Georgia is actually slightly above the national average when it comes to coverage for MMR—the vaccinations for measles, mumps and rubella, typically given together. In Georgia, 93.9 percent of children between 19 and 35 months have received their MMR vaccine, according to the most recent data available, compared to 92 percent nationally.
However, Georgia also allows medical or religious exemptions from vaccination. For the 2013-2014 school year, 143 children were enrolled in kindergarten with medical exemptions, and 2,420 with religious exemptions. Multiplied through the grades, that amounts to thousands of unvaccinated children in the school system.

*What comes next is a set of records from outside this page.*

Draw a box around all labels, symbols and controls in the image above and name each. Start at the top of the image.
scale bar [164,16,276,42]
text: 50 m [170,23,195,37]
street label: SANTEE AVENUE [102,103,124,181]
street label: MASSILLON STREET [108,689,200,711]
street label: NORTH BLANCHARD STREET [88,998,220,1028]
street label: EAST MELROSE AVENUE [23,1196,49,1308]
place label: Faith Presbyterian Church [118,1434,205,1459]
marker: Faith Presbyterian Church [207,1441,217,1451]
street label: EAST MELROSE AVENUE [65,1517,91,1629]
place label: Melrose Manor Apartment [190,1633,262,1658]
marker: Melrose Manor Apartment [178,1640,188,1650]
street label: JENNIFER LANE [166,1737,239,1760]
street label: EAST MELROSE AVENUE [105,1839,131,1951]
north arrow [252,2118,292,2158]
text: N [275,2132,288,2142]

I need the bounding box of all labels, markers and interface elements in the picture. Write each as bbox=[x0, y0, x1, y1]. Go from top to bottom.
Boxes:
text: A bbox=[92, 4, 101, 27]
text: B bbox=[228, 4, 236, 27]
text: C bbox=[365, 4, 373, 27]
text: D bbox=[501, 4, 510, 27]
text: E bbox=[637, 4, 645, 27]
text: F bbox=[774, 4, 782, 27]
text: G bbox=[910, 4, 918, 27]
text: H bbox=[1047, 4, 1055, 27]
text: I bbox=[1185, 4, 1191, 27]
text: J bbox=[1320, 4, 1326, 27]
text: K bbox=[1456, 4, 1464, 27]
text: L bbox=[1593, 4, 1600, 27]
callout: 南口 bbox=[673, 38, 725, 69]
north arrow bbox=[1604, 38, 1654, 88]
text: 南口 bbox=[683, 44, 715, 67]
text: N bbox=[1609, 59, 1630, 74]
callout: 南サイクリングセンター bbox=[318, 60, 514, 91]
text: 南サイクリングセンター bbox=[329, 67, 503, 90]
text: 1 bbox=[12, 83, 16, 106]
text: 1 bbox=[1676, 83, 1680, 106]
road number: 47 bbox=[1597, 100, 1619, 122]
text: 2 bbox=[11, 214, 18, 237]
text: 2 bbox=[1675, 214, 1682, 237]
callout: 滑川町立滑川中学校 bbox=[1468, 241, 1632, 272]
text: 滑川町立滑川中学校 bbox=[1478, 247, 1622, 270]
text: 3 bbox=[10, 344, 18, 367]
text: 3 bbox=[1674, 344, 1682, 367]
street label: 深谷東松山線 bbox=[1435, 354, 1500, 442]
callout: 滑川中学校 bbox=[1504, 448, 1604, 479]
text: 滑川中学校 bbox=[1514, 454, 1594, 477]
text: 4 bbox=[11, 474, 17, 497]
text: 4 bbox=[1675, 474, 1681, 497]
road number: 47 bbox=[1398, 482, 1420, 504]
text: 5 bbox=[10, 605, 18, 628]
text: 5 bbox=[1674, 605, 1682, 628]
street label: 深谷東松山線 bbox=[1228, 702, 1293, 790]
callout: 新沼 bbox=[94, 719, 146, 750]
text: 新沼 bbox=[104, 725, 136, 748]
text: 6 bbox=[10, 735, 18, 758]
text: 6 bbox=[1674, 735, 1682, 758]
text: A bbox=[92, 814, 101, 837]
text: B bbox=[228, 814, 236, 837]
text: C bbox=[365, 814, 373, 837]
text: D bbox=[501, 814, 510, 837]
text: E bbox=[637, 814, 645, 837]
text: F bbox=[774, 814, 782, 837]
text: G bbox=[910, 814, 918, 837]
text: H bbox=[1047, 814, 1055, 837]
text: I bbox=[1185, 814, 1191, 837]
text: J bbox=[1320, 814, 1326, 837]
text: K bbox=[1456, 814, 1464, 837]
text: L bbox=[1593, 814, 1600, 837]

“There is a strand of Christianity that holds that people should expect divine healing, that…as proof of their faith, they should rely on God’s healing,” said to Dr. Sandy Martin, head of the Religion Department at the University of Georgia.
The 1990 measles outbreak in Philadelphia that killed at least five children was traced back to two churches that preached against vaccination.
However, Dr. Martin emphasized that only a very small minority of fundamentalists shun “man-made” medicine, including vaccinations.
At least some of the religious exemptions in Georgia were likely filed by parents who are not so much religious as they are concerned over rumored links between vaccines and autism. Georgia, unlike other states, does not allow philosophical exemptions.
Dr. Melinda Willingham, a pediatrician at Decatur Pediatric Group, said she has never encountered a family that resisted vaccination on religious grounds, but increasing numbers of parents fear their child could develop autism.
“I want to approach [the parents] knowing what their concerns are, what they’ve read and what they’re afraid of, and then I explain how and why vaccines were developed, how a child’s immune system develops and why there is a set schedule,” she said. “Once we start discussing that and I give them some reputable websites to read, a lot of parents who did not want to vaccinate come around.”
She said that children today receive more vaccines than those born in the eighties or earlier because there are new and emerging infectious diseases to be vaccinated against.
“I emphatically argue against an altered schedule,” she said of some parents’ compromise solution to stagger their child’s vaccinations. “I need to deliver medicine the way it has been scientifically proven to work.”
Willingham said the erroneous link between vaccines and autism is likely a result of the fact that autism is generally diagnosed when the child is between 12 and 24 months—the same period when they would be receiving their vaccinations. Moreover, she said, she has at least two patients who are autistic and were never vaccinated.
She urged parents to vaccinate in order to protect the most vulnerable members of the community.
“These disease processes are real and can be fatal,” she said. “It is important to vaccinate and educate.”
Jenay Beshears, the Infection Control Coordinator for Newton County Medical Center, said that although the hospital has not received a suspect case of the measles related to the recent outbreak, “the hospital is prepared to identify, isolate and treat any potential patient that presents with measles symptoms.”
“Our procedures that were developed and implemented are aligned with the GA Department of Public Health and CDC most current recommendations,” she wrote in an e-mail. “The best way to prevent the spread of disease, including measles, is to make sure your routine vaccinations are up to date. Other ways would include, avoiding sick close contacts, performing hand hygiene often, covering coughs and sneezes, and staying home if you are sick.”